[Task directions]
Of all the entries below, retype only the lines from the one with "display:grid; place-items:center; width:65px;" through the one with "position:absolute; translate:-50% -82px;", exactly as they appear.

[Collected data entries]
==============================

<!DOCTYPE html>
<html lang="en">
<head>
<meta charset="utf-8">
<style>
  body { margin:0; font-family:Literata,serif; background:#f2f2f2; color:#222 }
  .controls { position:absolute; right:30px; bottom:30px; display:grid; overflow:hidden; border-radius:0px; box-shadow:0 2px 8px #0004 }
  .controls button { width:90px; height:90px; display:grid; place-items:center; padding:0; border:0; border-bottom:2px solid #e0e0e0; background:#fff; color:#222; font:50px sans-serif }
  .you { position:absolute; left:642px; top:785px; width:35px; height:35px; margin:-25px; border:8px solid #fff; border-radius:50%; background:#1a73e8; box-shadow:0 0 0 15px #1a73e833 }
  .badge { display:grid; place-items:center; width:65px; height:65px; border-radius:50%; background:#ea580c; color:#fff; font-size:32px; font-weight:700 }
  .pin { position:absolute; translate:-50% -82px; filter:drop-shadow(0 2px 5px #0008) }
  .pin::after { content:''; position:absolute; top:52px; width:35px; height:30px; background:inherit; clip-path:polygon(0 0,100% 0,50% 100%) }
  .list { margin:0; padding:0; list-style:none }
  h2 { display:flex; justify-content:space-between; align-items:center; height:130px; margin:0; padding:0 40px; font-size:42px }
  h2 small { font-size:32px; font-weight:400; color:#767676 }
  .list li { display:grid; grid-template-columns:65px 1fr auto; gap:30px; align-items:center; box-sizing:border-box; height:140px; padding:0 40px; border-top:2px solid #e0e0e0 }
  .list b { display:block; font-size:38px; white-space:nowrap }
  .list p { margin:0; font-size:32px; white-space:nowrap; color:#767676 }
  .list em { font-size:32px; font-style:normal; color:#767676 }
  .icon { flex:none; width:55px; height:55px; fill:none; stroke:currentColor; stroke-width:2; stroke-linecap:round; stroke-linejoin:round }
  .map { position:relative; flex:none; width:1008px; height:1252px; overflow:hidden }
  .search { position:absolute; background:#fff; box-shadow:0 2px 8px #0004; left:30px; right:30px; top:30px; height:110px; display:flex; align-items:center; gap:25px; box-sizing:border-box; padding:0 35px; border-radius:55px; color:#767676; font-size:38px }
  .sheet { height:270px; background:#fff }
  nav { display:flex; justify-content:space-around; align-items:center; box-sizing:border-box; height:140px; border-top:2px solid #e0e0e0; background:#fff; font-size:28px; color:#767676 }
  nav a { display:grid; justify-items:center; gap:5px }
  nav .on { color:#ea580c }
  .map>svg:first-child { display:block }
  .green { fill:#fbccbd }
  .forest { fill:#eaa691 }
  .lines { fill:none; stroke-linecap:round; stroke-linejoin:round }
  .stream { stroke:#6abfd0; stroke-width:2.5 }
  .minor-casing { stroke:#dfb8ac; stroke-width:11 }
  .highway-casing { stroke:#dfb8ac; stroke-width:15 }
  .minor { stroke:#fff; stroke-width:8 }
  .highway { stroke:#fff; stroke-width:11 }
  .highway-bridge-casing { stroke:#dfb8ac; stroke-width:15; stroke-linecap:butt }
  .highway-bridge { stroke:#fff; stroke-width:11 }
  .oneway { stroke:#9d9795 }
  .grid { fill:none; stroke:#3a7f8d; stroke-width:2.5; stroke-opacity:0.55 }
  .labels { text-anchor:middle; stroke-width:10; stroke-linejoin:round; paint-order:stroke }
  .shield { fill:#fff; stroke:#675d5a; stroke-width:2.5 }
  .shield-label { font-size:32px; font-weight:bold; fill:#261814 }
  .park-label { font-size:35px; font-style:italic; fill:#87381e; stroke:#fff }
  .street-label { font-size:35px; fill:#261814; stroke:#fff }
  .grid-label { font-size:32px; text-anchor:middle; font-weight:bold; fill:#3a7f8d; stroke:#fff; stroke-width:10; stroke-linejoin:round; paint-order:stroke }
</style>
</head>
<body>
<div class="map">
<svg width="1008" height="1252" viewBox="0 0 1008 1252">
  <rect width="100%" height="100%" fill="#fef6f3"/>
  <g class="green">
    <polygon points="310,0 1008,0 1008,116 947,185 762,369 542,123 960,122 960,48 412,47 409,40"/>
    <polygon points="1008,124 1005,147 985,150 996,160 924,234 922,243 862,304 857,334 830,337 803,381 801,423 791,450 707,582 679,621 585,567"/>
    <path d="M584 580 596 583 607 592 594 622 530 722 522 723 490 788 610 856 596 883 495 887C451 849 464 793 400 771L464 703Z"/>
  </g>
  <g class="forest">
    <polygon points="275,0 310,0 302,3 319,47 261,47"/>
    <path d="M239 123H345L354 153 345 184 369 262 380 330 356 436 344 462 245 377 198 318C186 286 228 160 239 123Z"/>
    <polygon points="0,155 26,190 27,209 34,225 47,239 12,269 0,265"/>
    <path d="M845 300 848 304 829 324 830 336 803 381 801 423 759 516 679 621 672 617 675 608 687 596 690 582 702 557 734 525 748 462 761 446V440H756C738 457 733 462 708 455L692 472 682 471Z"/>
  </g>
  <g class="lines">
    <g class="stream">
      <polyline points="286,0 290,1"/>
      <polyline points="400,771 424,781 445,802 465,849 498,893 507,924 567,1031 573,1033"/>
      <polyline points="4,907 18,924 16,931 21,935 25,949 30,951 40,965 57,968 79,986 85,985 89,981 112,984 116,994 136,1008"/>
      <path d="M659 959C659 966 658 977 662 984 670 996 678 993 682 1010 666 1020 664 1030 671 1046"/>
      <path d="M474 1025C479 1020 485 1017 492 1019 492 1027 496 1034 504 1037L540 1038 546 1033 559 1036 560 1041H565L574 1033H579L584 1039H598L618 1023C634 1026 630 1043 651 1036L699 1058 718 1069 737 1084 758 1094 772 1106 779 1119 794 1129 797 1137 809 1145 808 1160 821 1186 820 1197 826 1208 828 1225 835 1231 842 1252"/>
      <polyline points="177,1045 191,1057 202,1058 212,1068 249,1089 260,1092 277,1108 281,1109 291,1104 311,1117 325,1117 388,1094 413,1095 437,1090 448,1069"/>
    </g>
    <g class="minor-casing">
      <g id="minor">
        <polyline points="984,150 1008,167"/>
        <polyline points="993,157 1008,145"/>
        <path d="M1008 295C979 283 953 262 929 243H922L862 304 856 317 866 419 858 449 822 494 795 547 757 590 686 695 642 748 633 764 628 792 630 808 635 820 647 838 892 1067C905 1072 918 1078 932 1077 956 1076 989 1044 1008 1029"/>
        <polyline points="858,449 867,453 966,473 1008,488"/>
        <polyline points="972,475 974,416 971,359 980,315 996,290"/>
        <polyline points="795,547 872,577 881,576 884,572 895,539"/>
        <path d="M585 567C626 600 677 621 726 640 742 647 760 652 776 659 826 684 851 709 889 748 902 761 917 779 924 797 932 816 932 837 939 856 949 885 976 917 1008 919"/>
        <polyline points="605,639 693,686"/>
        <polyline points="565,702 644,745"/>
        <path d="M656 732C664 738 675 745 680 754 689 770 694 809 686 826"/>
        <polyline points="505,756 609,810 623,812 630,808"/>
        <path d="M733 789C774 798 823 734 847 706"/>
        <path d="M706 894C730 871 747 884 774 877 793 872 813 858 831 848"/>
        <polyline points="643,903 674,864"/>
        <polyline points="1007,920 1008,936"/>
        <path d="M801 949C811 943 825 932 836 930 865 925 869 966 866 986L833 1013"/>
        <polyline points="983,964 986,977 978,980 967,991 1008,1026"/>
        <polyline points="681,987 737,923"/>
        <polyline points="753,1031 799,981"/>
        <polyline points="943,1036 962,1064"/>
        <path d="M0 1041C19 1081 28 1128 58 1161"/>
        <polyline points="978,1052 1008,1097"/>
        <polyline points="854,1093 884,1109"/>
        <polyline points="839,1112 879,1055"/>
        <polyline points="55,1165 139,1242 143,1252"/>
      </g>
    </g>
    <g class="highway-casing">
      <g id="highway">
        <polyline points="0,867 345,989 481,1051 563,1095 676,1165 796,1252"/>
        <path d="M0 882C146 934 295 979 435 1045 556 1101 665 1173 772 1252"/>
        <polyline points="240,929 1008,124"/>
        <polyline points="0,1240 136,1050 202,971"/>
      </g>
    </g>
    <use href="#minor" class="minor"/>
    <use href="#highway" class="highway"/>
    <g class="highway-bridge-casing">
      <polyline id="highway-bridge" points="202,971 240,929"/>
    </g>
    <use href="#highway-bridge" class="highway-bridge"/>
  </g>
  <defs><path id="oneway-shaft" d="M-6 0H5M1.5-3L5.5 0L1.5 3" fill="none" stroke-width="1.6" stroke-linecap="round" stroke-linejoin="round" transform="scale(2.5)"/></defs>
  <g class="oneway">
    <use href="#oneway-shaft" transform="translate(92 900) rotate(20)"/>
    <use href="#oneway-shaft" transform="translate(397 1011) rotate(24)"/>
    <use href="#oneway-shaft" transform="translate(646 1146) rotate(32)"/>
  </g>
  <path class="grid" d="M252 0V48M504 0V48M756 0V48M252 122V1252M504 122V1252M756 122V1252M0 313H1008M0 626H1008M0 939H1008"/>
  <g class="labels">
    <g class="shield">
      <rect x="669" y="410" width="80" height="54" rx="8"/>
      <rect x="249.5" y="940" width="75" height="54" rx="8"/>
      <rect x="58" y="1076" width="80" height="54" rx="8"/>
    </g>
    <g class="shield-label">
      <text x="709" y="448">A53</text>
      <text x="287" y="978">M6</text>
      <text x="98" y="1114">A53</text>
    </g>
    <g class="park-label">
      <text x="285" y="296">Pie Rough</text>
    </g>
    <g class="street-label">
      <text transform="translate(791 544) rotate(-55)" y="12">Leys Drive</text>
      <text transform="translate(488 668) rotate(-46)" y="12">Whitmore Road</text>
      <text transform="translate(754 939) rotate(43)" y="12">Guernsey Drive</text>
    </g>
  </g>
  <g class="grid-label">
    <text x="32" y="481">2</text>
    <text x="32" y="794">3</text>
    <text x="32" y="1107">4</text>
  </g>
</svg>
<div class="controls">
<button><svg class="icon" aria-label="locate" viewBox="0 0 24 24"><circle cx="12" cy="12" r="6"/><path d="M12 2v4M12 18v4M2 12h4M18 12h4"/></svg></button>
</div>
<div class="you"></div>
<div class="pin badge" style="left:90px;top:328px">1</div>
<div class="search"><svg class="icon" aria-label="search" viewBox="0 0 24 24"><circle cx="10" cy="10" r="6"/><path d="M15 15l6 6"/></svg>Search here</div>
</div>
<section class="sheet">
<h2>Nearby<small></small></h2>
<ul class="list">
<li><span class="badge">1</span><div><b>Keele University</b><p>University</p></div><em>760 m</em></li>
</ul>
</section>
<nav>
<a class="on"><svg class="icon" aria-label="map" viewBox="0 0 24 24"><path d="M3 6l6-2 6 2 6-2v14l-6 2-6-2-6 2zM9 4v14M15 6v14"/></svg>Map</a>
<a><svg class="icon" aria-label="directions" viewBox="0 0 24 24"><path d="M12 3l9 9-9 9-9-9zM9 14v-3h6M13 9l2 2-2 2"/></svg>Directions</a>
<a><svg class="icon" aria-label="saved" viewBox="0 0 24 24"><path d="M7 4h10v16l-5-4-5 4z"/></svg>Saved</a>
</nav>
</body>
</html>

==============================

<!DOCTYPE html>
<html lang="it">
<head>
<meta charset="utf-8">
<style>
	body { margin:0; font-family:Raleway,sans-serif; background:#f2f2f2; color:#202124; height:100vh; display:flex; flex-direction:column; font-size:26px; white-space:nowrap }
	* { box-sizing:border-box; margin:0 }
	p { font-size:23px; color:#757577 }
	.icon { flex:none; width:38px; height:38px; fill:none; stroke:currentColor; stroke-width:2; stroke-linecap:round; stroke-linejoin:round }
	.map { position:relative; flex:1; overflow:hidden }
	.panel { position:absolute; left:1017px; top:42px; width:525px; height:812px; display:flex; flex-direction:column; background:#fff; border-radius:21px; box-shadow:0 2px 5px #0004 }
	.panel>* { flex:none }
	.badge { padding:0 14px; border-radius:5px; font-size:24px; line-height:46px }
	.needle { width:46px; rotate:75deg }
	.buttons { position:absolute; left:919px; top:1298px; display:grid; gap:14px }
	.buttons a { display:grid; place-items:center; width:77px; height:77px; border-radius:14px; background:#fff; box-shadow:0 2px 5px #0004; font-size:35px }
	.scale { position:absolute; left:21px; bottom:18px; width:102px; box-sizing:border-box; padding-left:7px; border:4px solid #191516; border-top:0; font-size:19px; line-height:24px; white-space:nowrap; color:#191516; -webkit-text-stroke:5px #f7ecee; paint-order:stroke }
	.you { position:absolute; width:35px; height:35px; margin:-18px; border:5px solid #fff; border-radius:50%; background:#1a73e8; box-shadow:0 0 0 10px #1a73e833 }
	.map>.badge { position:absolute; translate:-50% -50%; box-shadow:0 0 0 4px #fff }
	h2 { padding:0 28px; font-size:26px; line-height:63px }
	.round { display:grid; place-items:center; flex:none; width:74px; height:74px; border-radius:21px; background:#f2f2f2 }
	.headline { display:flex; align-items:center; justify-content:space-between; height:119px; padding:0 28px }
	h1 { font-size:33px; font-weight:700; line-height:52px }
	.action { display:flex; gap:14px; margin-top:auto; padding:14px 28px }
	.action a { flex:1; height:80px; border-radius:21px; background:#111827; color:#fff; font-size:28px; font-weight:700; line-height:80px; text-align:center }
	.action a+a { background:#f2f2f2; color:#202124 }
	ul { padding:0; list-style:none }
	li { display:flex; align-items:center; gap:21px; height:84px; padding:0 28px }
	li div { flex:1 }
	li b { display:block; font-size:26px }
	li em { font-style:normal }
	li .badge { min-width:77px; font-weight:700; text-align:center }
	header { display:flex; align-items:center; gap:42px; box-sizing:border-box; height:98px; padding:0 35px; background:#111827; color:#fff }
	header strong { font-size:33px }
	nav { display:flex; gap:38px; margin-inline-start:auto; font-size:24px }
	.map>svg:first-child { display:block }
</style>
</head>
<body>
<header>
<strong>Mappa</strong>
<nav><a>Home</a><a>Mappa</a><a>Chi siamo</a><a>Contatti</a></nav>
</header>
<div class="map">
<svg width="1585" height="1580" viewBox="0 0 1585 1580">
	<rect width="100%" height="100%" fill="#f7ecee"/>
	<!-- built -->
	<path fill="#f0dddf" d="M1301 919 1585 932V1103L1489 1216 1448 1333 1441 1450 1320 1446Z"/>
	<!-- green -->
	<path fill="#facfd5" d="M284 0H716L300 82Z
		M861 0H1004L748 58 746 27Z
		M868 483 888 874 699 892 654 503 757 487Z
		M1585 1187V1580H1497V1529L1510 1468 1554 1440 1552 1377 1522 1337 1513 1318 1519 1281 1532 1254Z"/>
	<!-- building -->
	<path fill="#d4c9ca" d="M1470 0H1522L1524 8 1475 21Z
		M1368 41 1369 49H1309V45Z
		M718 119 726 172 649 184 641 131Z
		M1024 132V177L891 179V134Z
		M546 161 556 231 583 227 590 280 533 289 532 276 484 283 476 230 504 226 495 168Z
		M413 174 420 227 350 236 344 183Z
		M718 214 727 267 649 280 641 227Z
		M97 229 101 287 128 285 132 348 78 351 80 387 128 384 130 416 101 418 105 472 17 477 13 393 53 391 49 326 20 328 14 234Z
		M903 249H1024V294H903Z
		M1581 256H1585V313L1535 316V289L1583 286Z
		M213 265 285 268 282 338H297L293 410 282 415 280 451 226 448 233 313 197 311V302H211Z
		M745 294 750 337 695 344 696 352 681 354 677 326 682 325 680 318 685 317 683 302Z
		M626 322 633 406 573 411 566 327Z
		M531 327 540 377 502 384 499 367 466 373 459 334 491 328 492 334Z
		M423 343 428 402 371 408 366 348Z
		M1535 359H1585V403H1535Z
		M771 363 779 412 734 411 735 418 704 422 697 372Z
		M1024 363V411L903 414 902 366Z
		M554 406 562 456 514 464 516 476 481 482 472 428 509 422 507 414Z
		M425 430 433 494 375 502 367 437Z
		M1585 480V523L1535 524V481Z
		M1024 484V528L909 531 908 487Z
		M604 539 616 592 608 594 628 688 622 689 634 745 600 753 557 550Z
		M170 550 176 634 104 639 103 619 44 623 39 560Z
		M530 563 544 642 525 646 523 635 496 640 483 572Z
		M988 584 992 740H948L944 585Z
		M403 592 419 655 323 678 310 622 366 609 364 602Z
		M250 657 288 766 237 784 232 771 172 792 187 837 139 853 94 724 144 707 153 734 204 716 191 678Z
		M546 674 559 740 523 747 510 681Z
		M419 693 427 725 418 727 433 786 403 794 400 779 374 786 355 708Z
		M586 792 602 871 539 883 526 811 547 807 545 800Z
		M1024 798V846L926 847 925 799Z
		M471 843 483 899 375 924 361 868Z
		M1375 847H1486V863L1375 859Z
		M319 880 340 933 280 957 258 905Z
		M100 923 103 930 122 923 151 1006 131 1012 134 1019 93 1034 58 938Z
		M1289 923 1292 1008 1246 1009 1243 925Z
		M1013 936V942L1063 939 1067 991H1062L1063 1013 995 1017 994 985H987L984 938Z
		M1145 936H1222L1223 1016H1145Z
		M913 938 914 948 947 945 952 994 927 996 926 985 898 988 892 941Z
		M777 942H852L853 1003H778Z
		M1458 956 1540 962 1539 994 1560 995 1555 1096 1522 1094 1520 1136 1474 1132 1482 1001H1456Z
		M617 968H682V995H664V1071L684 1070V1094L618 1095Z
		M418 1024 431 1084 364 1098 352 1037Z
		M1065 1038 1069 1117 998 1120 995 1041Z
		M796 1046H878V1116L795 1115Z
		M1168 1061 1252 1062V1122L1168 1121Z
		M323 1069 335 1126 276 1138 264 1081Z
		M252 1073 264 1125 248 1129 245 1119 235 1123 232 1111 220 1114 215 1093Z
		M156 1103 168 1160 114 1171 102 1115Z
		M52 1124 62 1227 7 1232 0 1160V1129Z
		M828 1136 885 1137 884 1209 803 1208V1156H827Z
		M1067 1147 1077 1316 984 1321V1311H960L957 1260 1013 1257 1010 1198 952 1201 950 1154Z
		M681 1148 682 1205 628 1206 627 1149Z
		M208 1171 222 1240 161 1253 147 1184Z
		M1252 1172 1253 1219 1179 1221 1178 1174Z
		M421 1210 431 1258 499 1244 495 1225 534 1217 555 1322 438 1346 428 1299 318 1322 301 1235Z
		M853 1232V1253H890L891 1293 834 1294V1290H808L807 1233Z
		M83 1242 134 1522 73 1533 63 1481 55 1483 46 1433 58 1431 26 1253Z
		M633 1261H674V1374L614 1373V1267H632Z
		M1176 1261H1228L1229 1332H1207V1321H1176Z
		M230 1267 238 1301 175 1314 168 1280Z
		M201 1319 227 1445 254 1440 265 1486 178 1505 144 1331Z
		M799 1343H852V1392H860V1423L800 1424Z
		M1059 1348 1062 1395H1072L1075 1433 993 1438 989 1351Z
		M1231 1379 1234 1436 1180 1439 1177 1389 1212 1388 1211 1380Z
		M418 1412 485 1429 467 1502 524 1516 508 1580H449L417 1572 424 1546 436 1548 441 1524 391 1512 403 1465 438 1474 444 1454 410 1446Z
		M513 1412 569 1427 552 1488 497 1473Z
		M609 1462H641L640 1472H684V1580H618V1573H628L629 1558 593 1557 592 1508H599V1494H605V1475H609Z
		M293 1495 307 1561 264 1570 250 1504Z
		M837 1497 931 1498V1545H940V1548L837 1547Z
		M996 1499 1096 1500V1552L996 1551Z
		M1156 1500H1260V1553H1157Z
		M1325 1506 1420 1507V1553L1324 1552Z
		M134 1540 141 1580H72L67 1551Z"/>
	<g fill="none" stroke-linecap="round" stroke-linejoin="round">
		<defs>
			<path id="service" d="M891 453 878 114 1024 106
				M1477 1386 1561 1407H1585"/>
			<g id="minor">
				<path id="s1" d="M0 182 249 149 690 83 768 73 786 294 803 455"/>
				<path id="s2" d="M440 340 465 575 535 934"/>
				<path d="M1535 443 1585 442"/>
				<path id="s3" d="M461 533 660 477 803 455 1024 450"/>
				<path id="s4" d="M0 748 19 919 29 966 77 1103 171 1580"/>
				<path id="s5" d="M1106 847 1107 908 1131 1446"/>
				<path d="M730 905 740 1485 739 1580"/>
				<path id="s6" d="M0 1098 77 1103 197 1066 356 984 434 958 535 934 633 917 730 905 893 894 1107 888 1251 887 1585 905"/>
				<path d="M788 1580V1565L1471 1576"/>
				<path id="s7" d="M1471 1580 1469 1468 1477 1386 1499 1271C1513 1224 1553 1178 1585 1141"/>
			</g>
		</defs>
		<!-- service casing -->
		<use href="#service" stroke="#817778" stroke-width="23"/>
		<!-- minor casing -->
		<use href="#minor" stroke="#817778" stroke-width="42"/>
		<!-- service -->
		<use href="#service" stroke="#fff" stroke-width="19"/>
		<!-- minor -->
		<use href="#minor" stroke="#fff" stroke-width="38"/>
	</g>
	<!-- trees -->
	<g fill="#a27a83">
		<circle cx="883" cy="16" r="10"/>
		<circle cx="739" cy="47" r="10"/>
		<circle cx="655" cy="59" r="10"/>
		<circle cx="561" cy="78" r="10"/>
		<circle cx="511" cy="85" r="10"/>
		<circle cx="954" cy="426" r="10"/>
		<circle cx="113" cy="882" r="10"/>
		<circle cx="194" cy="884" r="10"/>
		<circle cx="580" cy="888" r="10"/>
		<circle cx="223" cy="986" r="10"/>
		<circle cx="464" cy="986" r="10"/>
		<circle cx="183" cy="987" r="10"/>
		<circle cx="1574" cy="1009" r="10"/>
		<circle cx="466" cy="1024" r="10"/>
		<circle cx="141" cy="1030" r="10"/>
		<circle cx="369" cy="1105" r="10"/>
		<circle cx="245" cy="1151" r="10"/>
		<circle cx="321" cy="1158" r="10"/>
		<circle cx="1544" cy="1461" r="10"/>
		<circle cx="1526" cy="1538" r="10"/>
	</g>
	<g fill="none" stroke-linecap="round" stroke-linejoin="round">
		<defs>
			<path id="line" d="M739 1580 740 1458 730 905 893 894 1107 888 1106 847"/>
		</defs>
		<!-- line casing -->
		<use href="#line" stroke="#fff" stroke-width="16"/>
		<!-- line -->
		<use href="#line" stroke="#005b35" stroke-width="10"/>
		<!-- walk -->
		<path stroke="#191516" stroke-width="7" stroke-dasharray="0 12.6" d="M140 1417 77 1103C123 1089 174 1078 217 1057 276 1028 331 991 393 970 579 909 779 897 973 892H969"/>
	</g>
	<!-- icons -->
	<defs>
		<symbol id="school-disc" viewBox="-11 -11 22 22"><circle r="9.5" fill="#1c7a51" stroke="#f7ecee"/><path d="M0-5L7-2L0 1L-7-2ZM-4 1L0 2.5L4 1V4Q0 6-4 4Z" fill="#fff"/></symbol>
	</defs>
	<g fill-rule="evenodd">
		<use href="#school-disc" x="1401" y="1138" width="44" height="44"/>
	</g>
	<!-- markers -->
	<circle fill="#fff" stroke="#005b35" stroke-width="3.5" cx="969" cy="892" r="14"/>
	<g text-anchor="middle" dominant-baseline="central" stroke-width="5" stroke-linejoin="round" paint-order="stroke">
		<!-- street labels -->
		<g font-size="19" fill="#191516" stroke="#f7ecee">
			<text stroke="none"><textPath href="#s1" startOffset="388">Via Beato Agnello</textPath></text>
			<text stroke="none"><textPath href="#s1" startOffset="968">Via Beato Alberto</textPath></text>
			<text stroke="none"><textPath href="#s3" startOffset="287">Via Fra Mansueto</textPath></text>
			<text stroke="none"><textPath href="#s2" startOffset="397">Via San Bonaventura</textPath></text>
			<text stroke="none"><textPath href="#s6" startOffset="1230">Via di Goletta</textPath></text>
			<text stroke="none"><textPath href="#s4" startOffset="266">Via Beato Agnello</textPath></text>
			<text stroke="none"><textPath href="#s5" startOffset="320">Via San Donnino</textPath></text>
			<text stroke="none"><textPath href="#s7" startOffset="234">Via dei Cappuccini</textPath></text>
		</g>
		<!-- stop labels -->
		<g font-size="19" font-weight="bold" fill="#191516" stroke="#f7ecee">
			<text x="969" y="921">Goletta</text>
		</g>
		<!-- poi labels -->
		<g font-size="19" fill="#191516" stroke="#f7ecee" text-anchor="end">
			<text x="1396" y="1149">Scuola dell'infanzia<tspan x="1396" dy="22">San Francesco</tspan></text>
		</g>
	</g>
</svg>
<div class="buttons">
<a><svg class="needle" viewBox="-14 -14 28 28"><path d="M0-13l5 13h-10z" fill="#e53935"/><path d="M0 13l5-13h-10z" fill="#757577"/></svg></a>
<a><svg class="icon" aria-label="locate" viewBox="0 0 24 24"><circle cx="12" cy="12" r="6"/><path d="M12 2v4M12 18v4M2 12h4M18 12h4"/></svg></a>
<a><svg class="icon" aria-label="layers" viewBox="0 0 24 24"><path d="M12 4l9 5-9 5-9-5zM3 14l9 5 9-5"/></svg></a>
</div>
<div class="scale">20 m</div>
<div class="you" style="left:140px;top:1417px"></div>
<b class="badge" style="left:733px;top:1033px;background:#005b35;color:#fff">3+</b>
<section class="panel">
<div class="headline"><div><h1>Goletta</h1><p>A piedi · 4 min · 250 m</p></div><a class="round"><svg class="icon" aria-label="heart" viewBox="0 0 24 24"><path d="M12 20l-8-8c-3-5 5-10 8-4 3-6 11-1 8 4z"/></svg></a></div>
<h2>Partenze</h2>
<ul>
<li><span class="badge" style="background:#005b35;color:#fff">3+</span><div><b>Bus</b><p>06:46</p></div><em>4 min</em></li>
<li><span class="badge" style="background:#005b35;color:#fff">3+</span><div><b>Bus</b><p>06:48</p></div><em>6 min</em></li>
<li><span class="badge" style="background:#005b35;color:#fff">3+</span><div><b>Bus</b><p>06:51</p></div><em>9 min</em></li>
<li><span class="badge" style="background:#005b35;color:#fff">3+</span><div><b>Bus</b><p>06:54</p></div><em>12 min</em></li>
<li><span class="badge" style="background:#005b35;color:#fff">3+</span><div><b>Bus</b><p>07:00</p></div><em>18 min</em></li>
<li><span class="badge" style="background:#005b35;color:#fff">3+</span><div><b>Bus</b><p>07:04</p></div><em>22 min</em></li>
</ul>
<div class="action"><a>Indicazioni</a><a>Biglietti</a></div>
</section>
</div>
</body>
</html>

==============================

[Result of the task]
  .badge { display:grid; place-items:center; width:65px; height:65px; border-radius:50%; background:#ea580c; color:#fff; font-size:32px; font-weight:700 }
  .pin { position:absolute; translate:-50% -82px; filter:drop-shadow(0 2px 5px #0008) }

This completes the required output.